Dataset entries
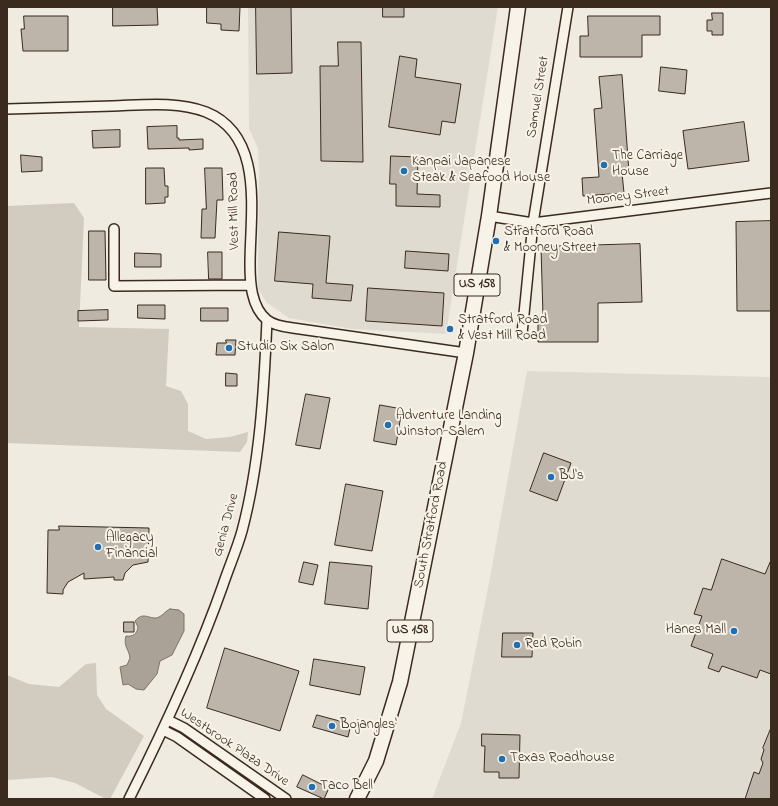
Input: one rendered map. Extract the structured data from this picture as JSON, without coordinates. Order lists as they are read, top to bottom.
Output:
{
  "streets": {
    "main road": ["US 158", "South Stratford Road"],
    "street": [
      "Samuel Street",
      "Mooney Street",
      "Vest Mill Road",
      "Genia Drive",
      "Westbrook Plaza Drive"
    ]
  },
  "crossings": [
    ["Samuel Street", "Mooney Street"],
    ["Mooney Street", "South Stratford Road"],
    ["Vest Mill Road", "Genia Drive"],
    ["Genia Drive", "Westbrook Plaza Drive"]
  ],
  "places": [
    "The Carriage House",
    "Kanpai Japanese Steak & Seafood House",
    "Stratford Road & Mooney Street",
    "Stratford Road & Vest Mill Road",
    "Studio Six Salon",
    "Adventure Landing Winston-Salem",
    "BJ's",
    "Allegacy Financial",
    "Hanes Mall",
    "Red Robin",
    "Bojangles'",
    "Texas Roadhouse",
    "Taco Bell"
  ]
}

• **EXERCISE GOAL**: Omit the pictures. Transcribe every record exactly.

• **REPLY TO THE TASK**:
Input: one rendered map. Extract the structured data from this picture as JSON, without coordinates. Order lists as they are read, top to bottom.
Output:
{
  "streets": {
    "main road": ["US 158", "South Stratford Road"],
    "street": [
      "Samuel Street",
      "Mooney Street",
      "Vest Mill Road",
      "Genia Drive",
      "Westbrook Plaza Drive"
    ]
  },
  "crossings": [
    ["Samuel Street", "Mooney Street"],
    ["Mooney Street", "South Stratford Road"],
    ["Vest Mill Road", "Genia Drive"],
    ["Genia Drive", "Westbrook Plaza Drive"]
  ],
  "places": [
    "The Carriage House",
    "Kanpai Japanese Steak & Seafood House",
    "Stratford Road & Mooney Street",
    "Stratford Road & Vest Mill Road",
    "Studio Six Salon",
    "Adventure Landing Winston-Salem",
    "BJ's",
    "Allegacy Financial",
    "Hanes Mall",
    "Red Robin",
    "Bojangles'",
    "Texas Roadhouse",
    "Taco Bell"
  ]
}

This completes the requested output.